(Items listed in a dataset)
---------------
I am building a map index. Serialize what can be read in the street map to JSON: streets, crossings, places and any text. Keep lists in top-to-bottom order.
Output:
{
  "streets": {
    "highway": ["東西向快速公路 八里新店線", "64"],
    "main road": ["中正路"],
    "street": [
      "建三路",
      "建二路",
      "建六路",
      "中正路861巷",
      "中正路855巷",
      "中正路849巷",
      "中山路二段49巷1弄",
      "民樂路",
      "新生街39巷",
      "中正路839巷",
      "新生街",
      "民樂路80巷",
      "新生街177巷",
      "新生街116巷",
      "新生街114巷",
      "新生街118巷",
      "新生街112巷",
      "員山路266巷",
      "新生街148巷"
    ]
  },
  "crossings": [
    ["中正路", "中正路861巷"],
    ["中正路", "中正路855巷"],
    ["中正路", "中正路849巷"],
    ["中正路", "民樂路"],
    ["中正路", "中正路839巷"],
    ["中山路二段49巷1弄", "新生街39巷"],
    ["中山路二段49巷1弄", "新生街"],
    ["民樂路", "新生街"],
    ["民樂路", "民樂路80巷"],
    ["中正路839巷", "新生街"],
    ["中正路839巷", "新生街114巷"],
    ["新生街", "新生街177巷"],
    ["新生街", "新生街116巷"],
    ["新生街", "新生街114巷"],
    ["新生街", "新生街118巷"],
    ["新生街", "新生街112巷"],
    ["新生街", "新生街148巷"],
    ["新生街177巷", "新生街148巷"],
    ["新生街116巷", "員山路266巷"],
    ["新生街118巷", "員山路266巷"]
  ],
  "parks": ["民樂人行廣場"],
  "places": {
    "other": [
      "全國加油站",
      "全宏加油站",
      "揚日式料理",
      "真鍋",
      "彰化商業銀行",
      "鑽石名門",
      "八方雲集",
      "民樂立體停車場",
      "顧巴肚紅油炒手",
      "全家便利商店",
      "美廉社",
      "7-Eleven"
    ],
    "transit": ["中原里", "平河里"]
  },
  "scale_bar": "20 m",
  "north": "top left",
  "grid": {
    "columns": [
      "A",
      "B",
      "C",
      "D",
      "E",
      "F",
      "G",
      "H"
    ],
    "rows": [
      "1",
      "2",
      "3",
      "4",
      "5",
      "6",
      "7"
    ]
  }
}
---------------
Problem to solve:
Restate each of the records exactly, leaving nothing out.

Answer to this exercise:
I am building a map index. Serialize what can be read in the street map to JSON: streets, crossings, places and any text. Keep lists in top-to-bottom order.
Output:
{
  "streets": {
    "highway": ["東西向快速公路 八里新店線", "64"],
    "main road": ["中正路"],
    "street": [
      "建三路",
      "建二路",
      "建六路",
      "中正路861巷",
      "中正路855巷",
      "中正路849巷",
      "中山路二段49巷1弄",
      "民樂路",
      "新生街39巷",
      "中正路839巷",
      "新生街",
      "民樂路80巷",
      "新生街177巷",
      "新生街116巷",
      "新生街114巷",
      "新生街118巷",
      "新生街112巷",
      "員山路266巷",
      "新生街148巷"
    ]
  },
  "crossings": [
    ["中正路", "中正路861巷"],
    ["中正路", "中正路855巷"],
    ["中正路", "中正路849巷"],
    ["中正路", "民樂路"],
    ["中正路", "中正路839巷"],
    ["中山路二段49巷1弄", "新生街39巷"],
    ["中山路二段49巷1弄", "新生街"],
    ["民樂路", "新生街"],
    ["民樂路", "民樂路80巷"],
    ["中正路839巷", "新生街"],
    ["中正路839巷", "新生街114巷"],
    ["新生街", "新生街177巷"],
    ["新生街", "新生街116巷"],
    ["新生街", "新生街114巷"],
    ["新生街", "新生街118巷"],
    ["新生街", "新生街112巷"],
    ["新生街", "新生街148巷"],
    ["新生街177巷", "新生街148巷"],
    ["新生街116巷", "員山路266巷"],
    ["新生街118巷", "員山路266巷"]
  ],
  "parks": ["民樂人行廣場"],
  "places": {
    "other": [
      "全國加油站",
      "全宏加油站",
      "揚日式料理",
      "真鍋",
      "彰化商業銀行",
      "鑽石名門",
      "八方雲集",
      "民樂立體停車場",
      "顧巴肚紅油炒手",
      "全家便利商店",
      "美廉社",
      "7-Eleven"
    ],
    "transit": ["中原里", "平河里"]
  },
  "scale_bar": "20 m",
  "north": "top left",
  "grid": {
    "columns": [
      "A",
      "B",
      "C",
      "D",
      "E",
      "F",
      "G",
      "H"
    ],
    "rows": [
      "1",
      "2",
      "3",
      "4",
      "5",
      "6",
      "7"
    ]
  }
}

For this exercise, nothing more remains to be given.